#### WHAT IS REQUIRED
Wherever "none" appears in a line of the records below, count that line, and report only the number.
◆ ◆ ◆
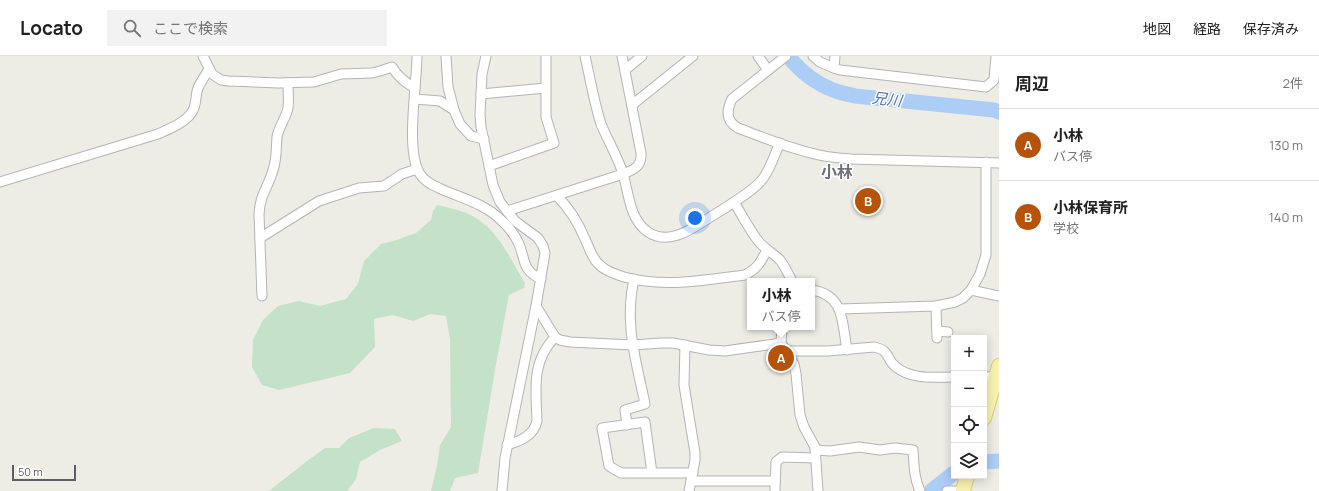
<!DOCTYPE html>
<html lang="ja">
<head>
<meta charset="utf-8">
<style>
  body { margin:0; font-family:Manrope,"Noto Sans JP",sans-serif; background:#f2f2f2; color:#222 }
  .controls { position:absolute; right:12px; bottom:12px; display:grid; overflow:hidden; border-radius:0px; box-shadow:0 2px 10px #0003 }
  .controls button { width:36px; height:36px; display:grid; place-items:center; padding:0; border:0; border-bottom:1px solid #e0e0e0; background:#fff; color:#222; font:20px sans-serif }
  .scale { position:absolute; left:12px; bottom:10px; width:64px; box-sizing:border-box; padding-left:4px; border:2px solid #5c5f63; border-top:0; font-size:11px; line-height:14px; white-space:nowrap; color:#5c5f63; -webkit-text-stroke:3px #fff; paint-order:stroke }
  .you { position:absolute; left:695px; top:162px; width:14px; height:14px; margin:-10px; border:3px solid #fff; border-radius:50%; background:#1a73e8; box-shadow:0 0 0 6px #1a73e833 }
  .badge { display:grid; place-items:center; width:26px; height:26px; border-radius:50%; background:#b45309; color:#fff; font-size:13px; font-weight:700 }
  .pin { position:absolute; translate:-50% -50%; border:2px solid #fff; box-shadow:0 1px 4px #0006 }
  .popup { position:absolute; left:747px; top:222px; width:68px; height:52px; box-sizing:border-box; display:grid; place-content:center; border-radius:0px; background:#fff; filter:drop-shadow(0 1px 3px #0005); font-size:13px; white-space:nowrap; color:#767676 }
  .popup b { font-size:15px; color:#222 }
  .popup::after { content:''; position:absolute; left:50%; top:100%; margin-left:-8px; border:8px solid transparent; border-top-color:#fff }
  .list { margin:0; padding:0; list-style:none }
  h2 { display:flex; justify-content:space-between; align-items:center; height:52px; margin:0; padding:0 16px; font-size:17px }
  h2 small { font-size:13px; font-weight:400; color:#767676 }
  .list li { display:grid; grid-template-columns:26px 1fr auto; gap:12px; align-items:center; box-sizing:border-box; height:72px; padding:0 16px; border-top:1px solid #e0e0e0 }
  .list b { display:block; font-size:15px; white-space:nowrap }
  .list p { margin:0; font-size:13px; white-space:nowrap; color:#767676 }
  .list em { font-size:13px; font-style:normal; color:#767676 }
  .icon { flex:none; width:22px; height:22px; fill:none; stroke:currentColor; stroke-width:2; stroke-linecap:round; stroke-linejoin:round }
  .map { position:relative; flex:none; width:999px; height:435px; overflow:hidden }
  header { display:flex; align-items:center; gap:24px; box-sizing:border-box; height:56px; padding:0 20px; background:#fff; border-bottom:1px solid #e0e0e0 }
  header strong { font-size:19px }
  nav { display:flex; gap:22px; margin-inline-start:auto; font-size:14px }
  .search { width:280px; height:36px; background:#f2f2f2; display:flex; align-items:center; gap:10px; box-sizing:border-box; padding:0 14px; border-radius:0px; color:#767676; font-size:15px }
  main { display:flex }
  aside { flex:1; background:#fff }
  .map>svg:first-child { display:block }
  .green { fill:#c4e2c7 }
  .lines { fill:none; stroke-linecap:round; stroke-linejoin:round }
  .river { stroke:#accdf6; stroke-width:15 }
  .minor-casing { stroke:#b2b4b8; stroke-width:11 }
  .primary-casing { stroke:#e2cf68; stroke-width:16 }
  .minor { stroke:#fff; stroke-width:9 }
  .primary { stroke:#f6f3b0; stroke-width:14 }
  .labels { text-anchor:middle; dominant-baseline:central; stroke-width:3; stroke-linejoin:round; paint-order:stroke }
  .water-label { font-size:15px; font-style:italic; fill:#4e72af; stroke:#fff }
  .quarter-label { font-size:16px; font-weight:bold; fill:#6d7075; stroke:#fff }
</style>
</head>
<body>
<header>
<strong>Locato</strong>
<div class="search"><svg class="icon" aria-label="search" viewBox="0 0 24 24"><circle cx="10" cy="10" r="6"/><path d="M15 15l6 6"/></svg>ここで検索</div>
<nav><a>地図</a><a>経路</a><a>保存済み</a></nav>
</header>
<main>
<div class="map">
<svg width="999" height="435" viewBox="0 0 999 435">
  <rect width="100%" height="100%" fill="#edece5"/>
  <g class="green">
    <path d="M437 149C446 151 455 153 464 156 497 169 508 200 525 227L524 232 509 239 496 308 478 417 455 422 450 435H431L437 410 440 389 451 371 450 283 446 260 430 258 413 265 393 259 374 263 375 291 350 317 279 334 262 329 252 311 253 284 263 264 278 250 299 245 320 250 346 243 358 228 364 205 381 188 397 184 416 177 431 164 433 155Z"/>
    <path d="M374 372 395 373 402 385 380 394 360 406 356 423 347 435H269L307 405 325 392H339L349 382Z"/>
  </g>
  <g class="lines">
    <g class="river">
      <path d="M788 0C800 15 815 27 833 34 840 37 848 38 855 40L994 54 999 56"/>
      <path d="M984 406 999 405"/>
      <path d="M931 435 954 417"/>
    </g>
    <g class="minor-casing">
      <g id="minor">
        <path d="M203 0 212 18 221 24 228 25 278 27 314 26 341 18 372 17 380 15 392 11C398 21 405 26 415 32"/>
        <path d="M417 0C417 28 405 95 420 118 424 125 432 129 439 132 460 142 484 147 501 164 508 170 514 178 518 186 526 203 521 214 541 223"/>
        <path d="M446 0 448 31 454 54"/>
        <path d="M486 0 482 18 480 59 481 71 493 129 500 146 515 165 538 182 543 190 545 197 536 250 505 402 502 435"/>
        <path d="M585 0C590 22 594 46 601 68 608 85 618 101 623 118 629 137 629 163 648 176 669 190 692 173 709 162 723 153 751 137 761 125 770 115 774 99 780 87"/>
        <path d="M758 0 768 14"/>
        <path d="M786 0 732 43C726 55 726 65 738 72 762 81 786 91 811 97 824 101 837 102 851 103L999 107"/>
        <path d="M813 0 820 6 834 12"/>
        <path d="M835 0 834 12 840 14 986 31 994 24 996 0"/>
        <path d="M625 14 642 0"/>
        <path d="M481 38 546 32"/>
        <path d="M415 43 440 45 454 54 460 68 471 80 484 83"/>
        <path d="M632 49 693 0"/>
        <path d="M489 110 554 87 546 61V0"/>
        <path d="M0 126 158 78C169 73 185 67 192 56 197 49 195 40 198 32 201 25 206 19 209 13"/>
        <path d="M557 140C570 153 578 166 585 183 588 189 590 196 594 202 600 213 612 217 624 221 664 232 704 224 745 219 758 212 760 207 767 194"/>
        <path d="M734 146C742 159 749 173 759 186 765 193 773 197 780 204 785 210 788 218 792 225"/>
        <path d="M507 155 623 118C634 114 642 110 641 97L622 0"/>
        <path d="M260 182 319 145 359 132 384 130 402 118 417 113"/>
        <path d="M812 234C845 239 842 267 847 294"/>
        <path d="M971 234 999 240"/>
        <path d="M262 240 259 158C260 138 268 132 273 114 277 103 276 92 277 81 279 70 286 62 288 52 289 44 288 35 288 27"/>
        <path d="M536 250 555 281 560 284 570 286 633 289 661 287H673L709 294 725 295 781 287"/>
        <path d="M936 250 937 282"/>
        <path d="M840 253 936 250 955 246 963 242 971 234 980 218 986 199V106"/>
        <path d="M782 271 781 287 794 308 796 318 800 359 804 371 815 391 818 435"/>
        <path d="M937 275 948 276"/>
        <path d="M685 289 684 329 695 397V404L689 435"/>
        <path d="M785 295H828L874 291C892 295 885 303 896 311 912 324 935 321 954 321"/>
        <path d="M984 321H999"/>
        <path d="M627 369 625 354 645 348C636 304 624 268 634 223"/>
        <path d="M507 389C521 385 534 379 537 365 536 333 531 306 555 281"/>
        <path d="M815 394 830 395 859 391 880 394 895 392 913 394C914 409 914 422 920 435"/>
        <path d="M652 417 645 366 602 372 609 410 621 417H693"/>
        <path d="M691 425H775"/>
        <path d="M775 435 776 406 782 401 815 402"/>
        <path d="M947 435H957"/>
      </g>
    </g>
    <g class="primary-casing">
      <g id="primary">
        <path d="M984 362 999 310"/>
        <path d="M963 435 967 420"/>
      </g>
    </g>
    <use href="#minor" class="minor"/>
    <use href="#primary" class="primary"/>
  </g>
  <g class="labels">
    <g class="water-label">
      <text transform="translate(887 43) rotate(7)">兄川</text>
    </g>
    <g class="quarter-label">
      <text x="837" y="116">小林</text>
    </g>
  </g>
</svg>
<div class="controls">
<button>+</button>
<button>−</button>
<button><svg class="icon" aria-label="locate" viewBox="0 0 24 24"><circle cx="12" cy="12" r="6"/><path d="M12 2v4M12 18v4M2 12h4M18 12h4"/></svg></button>
<button><svg class="icon" aria-label="layers" viewBox="0 0 24 24"><path d="M12 4l9 5-9 5-9-5zM3 14l9 5 9-5"/></svg></button>
</div>
<div class="scale">50 m</div>
<div class="you"></div>
<div class="pin badge" style="left:781px;top:302px">A</div>
<div class="popup"><b>小林</b>バス停</div>
<div class="pin badge" style="left:868px;top:145px">B</div>
</div>
<aside>
<h2>周辺<small>2件</small></h2>
<ul class="list">
<li><span class="badge">A</span><div><b>小林</b><p>バス停</p></div><em>130 m</em></li>
<li><span class="badge">B</span><div><b>小林保育所</b><p>学校</p></div><em>140 m</em></li>
</ul>
</aside>
</main>
</body>
</html>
◆ ◆ ◆
#### EXERCISE RESULT
4